I’ve often heard and felt the old adage ‘one step forward and two steps back’ rather keenly. Life it seems can throw many a curve ball and that is certainly where we are currently at. The other idiom I am also familiar with has to do with ‘putting ones foot in it’. (Only I wish someone had and preferably in my mouth!) Teaching these ‘pearls of wisdom’ to a class of literal learners – that life is more than the visual, the tangible, that it has many metaphorical layers, is something I get paid to do on a daily basis. However, learning meanings is one thing. Learning lessons from the meaning is another.
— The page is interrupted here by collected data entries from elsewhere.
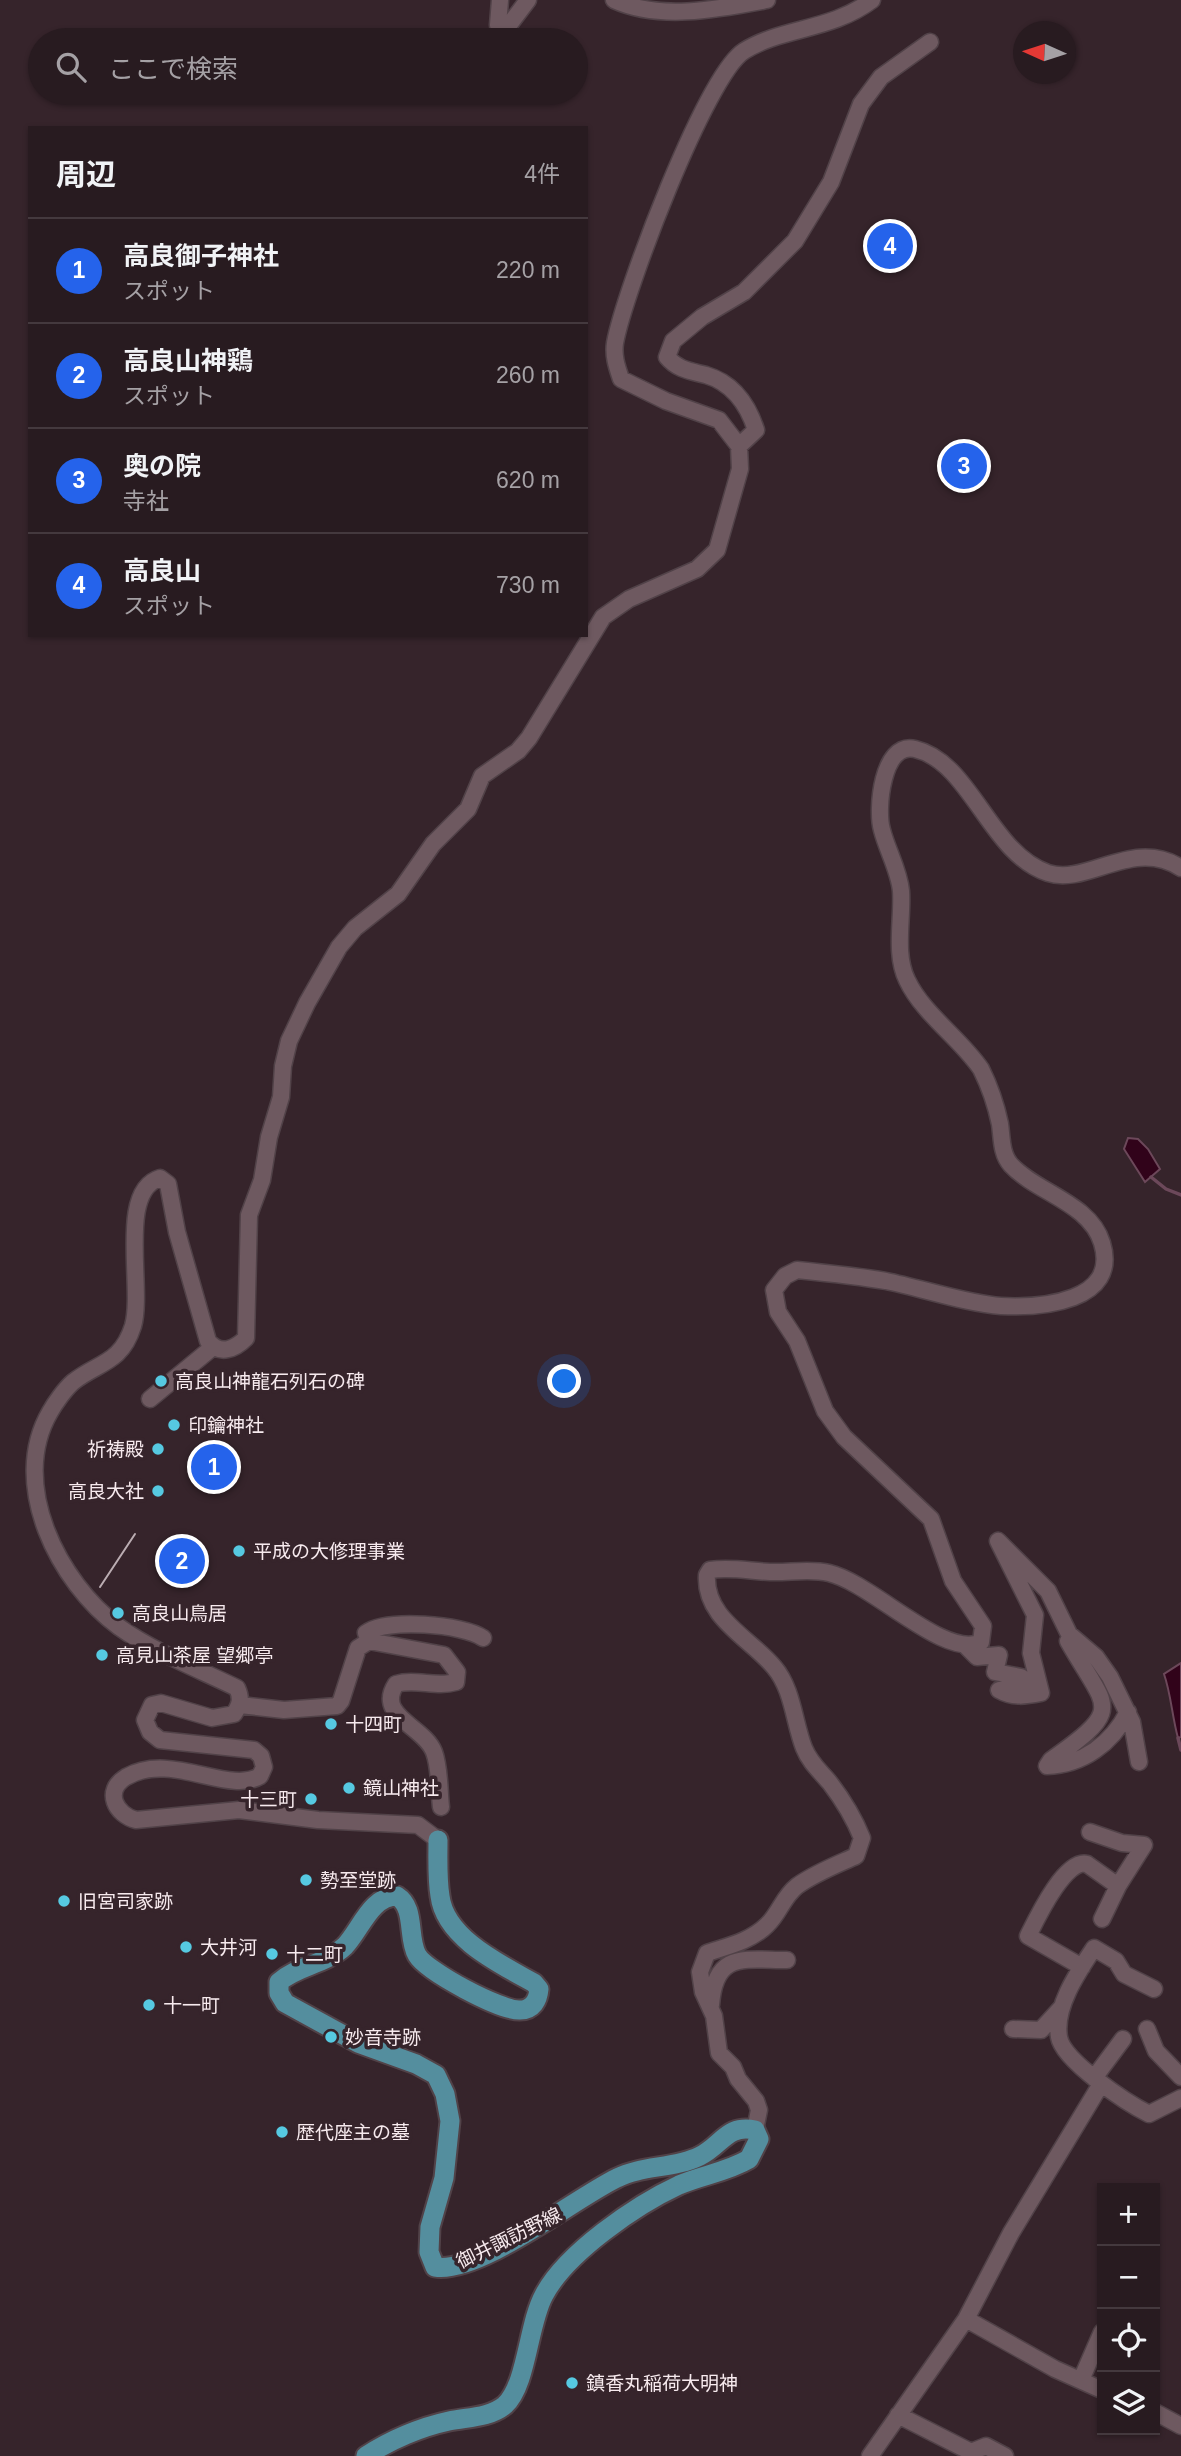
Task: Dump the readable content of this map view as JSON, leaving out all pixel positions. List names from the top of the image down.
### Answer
{
  "streets": {
    "main road": ["御井諏訪野線"]
  },
  "places": [
    "高良山神龍石列石の碑",
    "印鑰神社",
    "祈祷殿",
    "高良大社",
    "平成の大修理事業",
    "高良山鳥居",
    "高見山茶屋 望郷亭",
    "十四町",
    "鏡山神社",
    "十三町",
    "勢至堂跡",
    "旧宮司家跡",
    "大井河",
    "十二町",
    "十一町",
    "妙音寺跡",
    "歴代座主の墓",
    "鎮香丸稲荷大明神"
  ],
  "north": "left",
  "page": {
    "search": "ここで検索",
    "heading": ["周辺", "4件"],
    "list": [
      {
        "mark": "1",
        "name": "高良御子神社",
        "note": "スポット",
        "value": "220 m"
      },
      {
        "mark": "2",
        "name": "高良山神鶏",
        "note": "スポット",
        "value": "260 m"
      },
      {
        "mark": "3",
        "name": "奥の院",
        "note": "寺社",
        "value": "620 m"
      },
      {
        "mark": "4",
        "name": "高良山",
        "note": "スポット",
        "value": "730 m"
      }
    ],
    "pins": [
      "4",
      "3",
      "1",
      "2"
    ],
    "map_buttons": ["+", "−"]
  }
}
I’ve two clouds on the horizon. I also have an anxiety with what promises (long term) to be a brilliant ray of sunshine (more about that at a later date). So what do I do? At present I’m having, what the Americans coin as a ‘mental health day’. Only it’s been two and it’s still not any better. So they say a problem shared is a problem halved…so with the censorship of my situation I shall hypothesise to protect all involved.
I often feel that if I (this is a generic I and applies to all) was lying dying on the floor, people would just step over me to get on with their own agenda. Now don’t get me wrong, I’m in no way wallowing in self pity with this statement, I’m only being a realist. Most people I know are too busy within their micro-worlds to even look beyond their own nose. Consumed by matters pertaining to their own back gardens, they choose to ignore anything which requires effort and empathy. Maybe it’s the modern way? Gone, it seems, are the days of ‘love thy neighbour’. Society seems to have bred a mass of people so full of their own self importance that they don’t care who they hurt in the process. You see, I’ve a gut instinct for people, situations and such like. I can smell rats a mile off. And I have a keener sense of smell than the Rosie Dog. However, when faced with confrontation I’m no good. What do I do? I retreat and let dust settle. I hide away because as good as a case as I have, I can’t stand the battle, the retorts and the bloody aftermath. I make plans (I’m a strategist) and work out various scenarios. However, whichever way I look at it I always end up in the wrong! (Maybe it’s my face.m?). This is what I can’t stand – being vindicated for someone else’s shitty behaviour. I feel I’m always outed as the bitch, the awful person who has issue upon issue. However, much I know I have grounds for disgruntlement, I feel like the person ‘dying on the floor’ (do not see this as a sign of self pity. It’s more a sign of frustration). Like I said – people like to self preserve and from someone who had it drilled into them to say sorry from an early age, I wonder why modern society seem to struggle with the word and prefer to blame others?
So, yes, I’m not perfect and often inadvertently say things I shouldn’t. However, it’s not malicious and certainly not to be seen as bitter and twisted. I say shit and realise I shouldn’t (I was told this at the age of 16). Only I seem to get caught, hung, drawn and quartered for it on a daily basis. I used to think it was because people didn’t like me – an unpopular soul. But, I’ve recently realised that (again a flaw of modern society) that judging and punishing someone is preferable trying to see the good.
When was the last time you heard something about negative or shocking, about someone and tried to give them the benefit of the doubt? Be honest! Modern media has embedded within our culture a selfishness of being. People love to take the higher ground. They love to sit at the lofty heights of ‘self righteousness’, often forgetting, or ‘brain erasing’ past misdemeanours. So where’s this heading? Well firstly, if you think this is about you it’s not! It’s a generic rant on behalf of anyone who feels they’ve never had a fair hearing. It’s a crutch to hold anyone up who feels that life is ‘rewarding the bad and slapping the good’. It’s also a reminder to all you beautiful people that none of us is flawless and, as my ‘mental health day(s)’ have taught me: to look around me, absorb the bigger picture, breathe the air of devils advocate and realise that ‘it’s not all about me’
The clouds and the anxiety ridden ray of sunshine will still be there in the morning, but worry I not! Instead I shall be forging ahead for a brilliant year to come.